Cambodge: hospitalisation de Khieu Samphan, chef de l'Etat sous les Khmers rouges

PHNOM PENH (AFP) — Khieu Samphan, ancien chef de l'Etat cambodgien sous le régime brutal des Khmers rouges, a été admis mercredi à l'hôpital Calmette de Phnom Penh après avoir souffert la veille d'hypertension.

Khieu Samphan (76 ans) est apparu fragile mais pas particulièrement malade à son arrivée à l'hôpital et il a marché seul en entrant dans un bâtiment où il devait subir des examens médicaux, selon un correspondant de l'AFP.

L'ancien chef de l'Etat vivait librement jusqu'ici dans la région de Pailin, ancien bastion des Khmers rouges situé dans le nord-ouest du Cambodge.
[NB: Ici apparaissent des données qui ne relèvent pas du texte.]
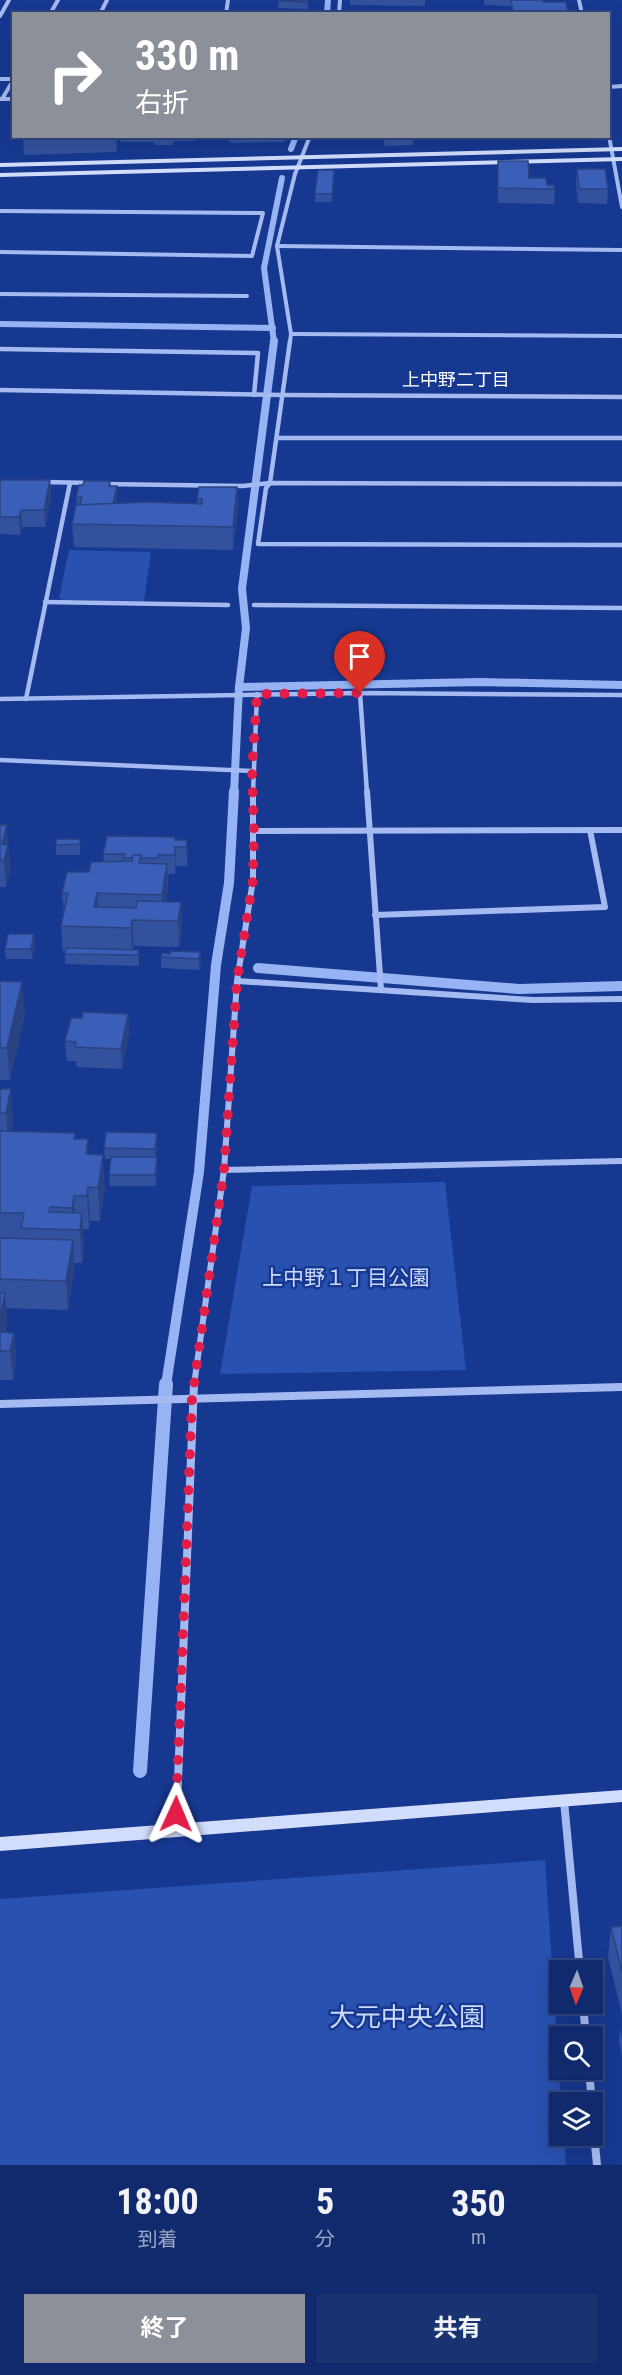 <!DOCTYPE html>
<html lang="ja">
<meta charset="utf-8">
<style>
:root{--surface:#102a6d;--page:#193272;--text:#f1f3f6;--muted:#9ca7c2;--line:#304680;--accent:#8c9099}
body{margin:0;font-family:"Roboto Condensed","Noto Sans JP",sans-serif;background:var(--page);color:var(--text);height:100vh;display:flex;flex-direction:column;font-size:22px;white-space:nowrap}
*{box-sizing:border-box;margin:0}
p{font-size:20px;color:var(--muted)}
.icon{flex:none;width:33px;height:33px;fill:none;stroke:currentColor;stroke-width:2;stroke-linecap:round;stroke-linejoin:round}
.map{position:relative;height:2165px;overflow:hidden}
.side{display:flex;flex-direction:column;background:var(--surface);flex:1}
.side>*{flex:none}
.top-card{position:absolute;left:12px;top:12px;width:598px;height:126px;border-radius:0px;box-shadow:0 6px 24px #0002,0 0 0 2px var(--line);background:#8c9099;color:#fff;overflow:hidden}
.needle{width:39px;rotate:182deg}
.controls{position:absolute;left:549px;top:1960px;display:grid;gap:12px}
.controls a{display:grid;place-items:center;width:54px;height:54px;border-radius:0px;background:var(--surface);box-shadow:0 6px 24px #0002,0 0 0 2px var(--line);font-size:30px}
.pin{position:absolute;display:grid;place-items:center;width:51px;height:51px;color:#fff;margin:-62px -26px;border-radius:50% 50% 50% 0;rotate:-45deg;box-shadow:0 0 6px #0007}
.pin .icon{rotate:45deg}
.me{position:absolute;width:66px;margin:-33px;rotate:1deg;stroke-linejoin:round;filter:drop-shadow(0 0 4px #0008)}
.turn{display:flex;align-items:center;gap:21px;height:126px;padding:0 24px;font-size:27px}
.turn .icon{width:78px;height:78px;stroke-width:2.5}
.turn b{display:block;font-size:42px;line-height:51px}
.eta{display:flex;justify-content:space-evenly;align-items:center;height:102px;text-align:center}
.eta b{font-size:36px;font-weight:700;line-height:42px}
.action{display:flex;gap:12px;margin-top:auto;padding:12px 24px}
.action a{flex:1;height:69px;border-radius:0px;background:var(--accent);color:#fff;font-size:24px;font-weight:700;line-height:69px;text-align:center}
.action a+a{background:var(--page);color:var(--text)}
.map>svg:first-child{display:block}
</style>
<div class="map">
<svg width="622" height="2165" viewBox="0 0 622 2165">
<rect width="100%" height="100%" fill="#163891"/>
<g fill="#2951b0">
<path d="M69,550L151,552L144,601L64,600L59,598Z"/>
<path d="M445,1182L466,1370L220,1374L252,1186Z"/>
<path d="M545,1860L561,2103H560V2136H564L566,2165H0V1899Z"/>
</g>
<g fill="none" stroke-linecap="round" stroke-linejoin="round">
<g stroke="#96b3f3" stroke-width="6">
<path d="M327,14L328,0"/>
<path d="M291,149L296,136"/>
<path d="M0,324L273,328"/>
<path d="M274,342L264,268L282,178"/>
</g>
<g stroke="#96b3f3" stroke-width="8">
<path d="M239,687L480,682L622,685"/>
<path d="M234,793L239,687L246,628L242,589L274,341"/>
</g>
<g stroke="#96b3f3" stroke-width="10">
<path d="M258,968L519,989L622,986"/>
<path d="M166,1385L199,1172L216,965L229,883L234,791"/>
</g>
<path stroke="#96b3f3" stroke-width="14" d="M140,1771L166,1384"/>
<g stroke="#a4baf0" stroke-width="4">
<path d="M579,0L582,14"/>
<path d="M50,14L58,0"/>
<path d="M100,14L107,0"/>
<path d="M226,14L228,0"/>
<path d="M339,14L340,0"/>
<path d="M0,16L9,0"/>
<path d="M0,79H14"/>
<path d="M609,87L622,86"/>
<path d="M1,99H14"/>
<path d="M2,99L14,79"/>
<path d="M609,136L622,207"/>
<path d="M0,211L263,213L252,256L0,252"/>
<path d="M277,246L622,250"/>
<path d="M0,294L247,296"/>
<path d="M291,334L622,336"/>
<path d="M290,342L291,334L277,246L295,174L310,136"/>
</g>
<g stroke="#a4baf0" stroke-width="4.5">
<path d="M290,341L270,483L266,488L258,544L622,545"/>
<path d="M0,349L258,353L254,395"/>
<path d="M0,390L283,395L622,397"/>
<path d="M277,438H622"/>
<path d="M44,482L91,483"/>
<path d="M104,484L243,486L270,483L622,484"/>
<path d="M45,602L228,605"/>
<path d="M254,605L622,608"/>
<path d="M360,693L367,793"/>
<path d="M0,699L360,693L622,695"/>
<path d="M26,699L70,483"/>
<path d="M0,760L252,771"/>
<path d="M253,793L257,694"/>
</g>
<g stroke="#a4baf0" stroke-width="6">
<path d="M367,791L381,990"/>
<path d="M254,831L622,830"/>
<path d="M375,915L605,907L590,830"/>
<path d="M237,981L533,1000L622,999"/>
<path d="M224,1170L622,1161"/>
<path d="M194,1385L224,1170L237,981L253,880V791"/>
</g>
<g stroke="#a4baf0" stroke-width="8">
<path d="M0,1404L622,1387"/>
<path d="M564,1801L580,1971"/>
<path d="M176,1830L194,1384"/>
<path d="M583,2004L586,2037"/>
<path d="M589,2070L592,2103"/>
<path d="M592,2114L597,2165"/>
</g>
<g fill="#d2ddfb" fill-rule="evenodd">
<path d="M622,147V151L0,167V163Z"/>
<path d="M622,157V161L0,177V173Z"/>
<path d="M622,1790V1802L0,1851V1837Z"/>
</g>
</g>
<g fill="#33529e">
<path d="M279,0H308V9L278,8Z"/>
<path d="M350,0H425V6L350,5Z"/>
<path d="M484,0H543V2L568,14H511V6L484,5Z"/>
<path d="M23,136H116L117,152L24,155Z"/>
<path d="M120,136H194V141H173V145H154V142H121Z"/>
<path d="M201,136H286L284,142L231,143L229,140H201Z"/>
<path d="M383,136H413V145L385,146Z"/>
<path d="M538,136H590V138L540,140Z"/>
<path d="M498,161L529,178L555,189L554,204L498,203Z"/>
<path d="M577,169L608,189L607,204L578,203L576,183Z"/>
<path d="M334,170L332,202H315V194Z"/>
<path d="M0,480H50L51,497L45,527H22L20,535L0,534Z"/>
<path d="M110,481L111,486L117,504H197V499L237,487L238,510L233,550L74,547L72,524L77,505L76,497L83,485Z"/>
<path d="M0,825L9,851L10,871L6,887H0Z"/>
<path d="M80,839V855H56V845Z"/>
<path d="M175,840H187L188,859L187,866H176L175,874H168V890L166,902H181L182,929L179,947L134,946L133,949L139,950V966L65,964V952H63L61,926L64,913L62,893L104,862L103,854Z"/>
<path d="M34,934L35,944L32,959H6L5,949Z"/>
<path d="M200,952L201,962L199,970L161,968V957L170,954Z"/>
<path d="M0,981L25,1014L10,1080H0Z"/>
<path d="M128,1014L129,1034L122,1069L77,1067L76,1061H67L65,1041L82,1018Z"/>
<path d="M0,1089H11L13,1122L12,1131L75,1139L89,1155L105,1188L100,1221H90L89,1229H83L84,1247L82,1263H74V1269L68,1310L6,1308L7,1321L5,1332L14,1333L16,1361L13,1380H0Z"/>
<path d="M157,1133V1144L156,1157L157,1168L156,1186H110L109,1175L111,1159H105L104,1148Z"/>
<path d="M622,1926V2014L608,1957L611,1927Z"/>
<path d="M620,2029L622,2038V2055L619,2041Z"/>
</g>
<g fill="#294281">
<path d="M50,480L51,497L45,527L44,510Z"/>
<path d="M117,486V503L113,505Z"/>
<path d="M237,487L238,510L233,550V527Z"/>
<path d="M21,510L22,527L20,535L19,517Z"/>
<path d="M7,825L10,871L6,887L2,844Z"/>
<path d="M187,840L188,859L187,866L186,847Z"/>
<path d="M175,847L176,866L175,874Z"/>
<path d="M167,864L168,890L163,921L162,895Z"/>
<path d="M97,893L99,919L94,907Z"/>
<path d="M181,902L182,929L179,947L178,921Z"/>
<path d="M132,920L134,946L132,954L131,928Z"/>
<path d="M34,934L35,944L32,959L31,949Z"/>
<path d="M200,952L201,962L199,970V959Z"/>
<path d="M22,982L25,1014L10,1080L7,1048Z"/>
<path d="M128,1014L129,1034L122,1069L121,1049Z"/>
<path d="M11,1089L13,1122L9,1146L6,1113Z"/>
<path d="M157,1133V1144L155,1160V1149Z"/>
<path d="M88,1139L90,1172L86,1154Z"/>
<path d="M103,1155L105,1188L100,1221L98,1188Z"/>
<path d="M157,1157V1168L156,1186L155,1175Z"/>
<path d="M88,1187L90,1221L89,1229L87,1196Z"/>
<path d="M74,1196L76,1229L73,1230L72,1208Z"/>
<path d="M82,1213L84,1247L82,1263L80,1230Z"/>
<path d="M73,1240L74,1269L68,1310L66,1281Z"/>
<path d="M5,1293L7,1321L2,1351H0V1320Z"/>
<path d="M14,1333L16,1361L13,1380L10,1351Z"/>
</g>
<g fill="#3b5fb8" stroke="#294281" stroke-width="1.5">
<path d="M279,0H308V2L278,1Z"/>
<path d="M511,0H543V2H566L568,14H513Z"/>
<path d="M385,136H413V138H386Z"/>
<path d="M498,161H528L529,178H546L547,185H554L555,189L498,188Z"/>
<path d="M577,169H605L608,189H579Z"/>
<path d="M318,170H334L332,194H315Z"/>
<path d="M0,480H50L44,510H21L19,517H0Z"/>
<path d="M84,481H110L109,486H117L113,504L80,505L82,497H76L79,485H83Z"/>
<path d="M199,487H237L233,527L72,524L76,505L149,502L202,504V499H197Z"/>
<path d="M0,825H7L2,844L8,845L4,861L0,860Z"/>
<path d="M107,836L175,837V840H187L186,847H175V855H158V858H141V855H133L132,858H124L125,854H103Z"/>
<path d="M56,839H80V844L56,845Z"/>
<path d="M133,855H141L139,863L167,864L162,895L97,893L94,907L136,908L137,901L181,902L178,921L132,920L131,928L61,926L68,893H62L67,872H89L91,862L132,861Z"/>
<path d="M8,934H34L31,949H5Z"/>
<path d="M66,948L139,950L138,955L65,954Z"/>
<path d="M171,951L200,952L199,959L161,957L162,953L170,954Z"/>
<path d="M0,981L22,982L7,1048H0Z"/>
<path d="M83,1012L128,1014L121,1049L75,1047L76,1042L65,1041L71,1018H82Z"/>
<path d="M0,1089H11L6,1113H0Z"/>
<path d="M0,1131L75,1133L74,1139H88L86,1154L103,1155L98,1188L88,1187L87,1196H74L72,1208L50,1207L49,1212L82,1213L80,1230L21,1228L24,1213H0Z"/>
<path d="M106,1132L157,1133L155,1149L104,1148Z"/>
<path d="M111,1157H157L155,1175H109Z"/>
<path d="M0,1238L73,1240L66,1281L0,1279Z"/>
<path d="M0,1293H5L0,1320Z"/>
<path d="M0,1332L14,1333L10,1351H0Z"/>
<path d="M622,1926V1972L611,1927Z"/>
</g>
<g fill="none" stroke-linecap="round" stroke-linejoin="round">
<path stroke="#e11d48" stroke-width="10" stroke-dasharray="0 18" d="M176,1814L192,1399L224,1170L237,981L253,880L254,831L252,771L257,694L360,693"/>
</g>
<g text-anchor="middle" stroke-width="5" stroke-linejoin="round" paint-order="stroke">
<g font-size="18" fill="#fff" stroke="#163891">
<text x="456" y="386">上中野二丁目</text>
</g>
<g font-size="21" fill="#cbd9fb" stroke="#163891">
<text x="346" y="1285">上中野１丁目公園</text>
</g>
<g font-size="26" fill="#cbd9fb" stroke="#163891">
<text x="407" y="2026">大元中央公園</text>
</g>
</g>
</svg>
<div class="controls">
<a><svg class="needle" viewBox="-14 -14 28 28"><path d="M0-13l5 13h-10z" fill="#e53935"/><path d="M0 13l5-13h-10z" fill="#9ca7c2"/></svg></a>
<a><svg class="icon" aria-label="search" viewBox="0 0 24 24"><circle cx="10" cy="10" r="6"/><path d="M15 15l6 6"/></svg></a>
<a><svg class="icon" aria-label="layers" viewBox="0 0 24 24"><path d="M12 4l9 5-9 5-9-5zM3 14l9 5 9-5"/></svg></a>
</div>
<div class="pin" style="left:360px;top:693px;background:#d93025"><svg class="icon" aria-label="arrive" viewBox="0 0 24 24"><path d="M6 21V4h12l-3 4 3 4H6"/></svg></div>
<svg class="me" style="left:176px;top:1814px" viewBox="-20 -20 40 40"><path d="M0-17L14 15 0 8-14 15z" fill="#e11d48" stroke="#fff" stroke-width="4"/></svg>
<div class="top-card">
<div class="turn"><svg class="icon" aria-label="right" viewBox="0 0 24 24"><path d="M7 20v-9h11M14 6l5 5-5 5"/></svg><div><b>330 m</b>右折</div></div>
</div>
</div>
<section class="side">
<div class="eta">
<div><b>18:00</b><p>到着</p></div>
<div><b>5</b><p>分</p></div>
<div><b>350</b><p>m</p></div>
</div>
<div class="action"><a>終了</a><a>共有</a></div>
</section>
"J'ai ordonné qu'un hélicoptère le transfère à l'hôpital" à Phnom Penh, avait déclaré plus tôt le Premier ministre Hun Sen, ajoutant qu'il ne voulait pas que le gouvernement soit accusé d'avoir négligé son état de santé.

Le nom de Khieu Samphan circule depuis des mois comme faisant partie d'une liste de cinq suspects susceptibles d'être jugés par le tribunal spécial parrainé par l'ONU et qui enquête depuis 2006 sur les crimes les plus graves commis sous les Khmers rouges (1975-1979).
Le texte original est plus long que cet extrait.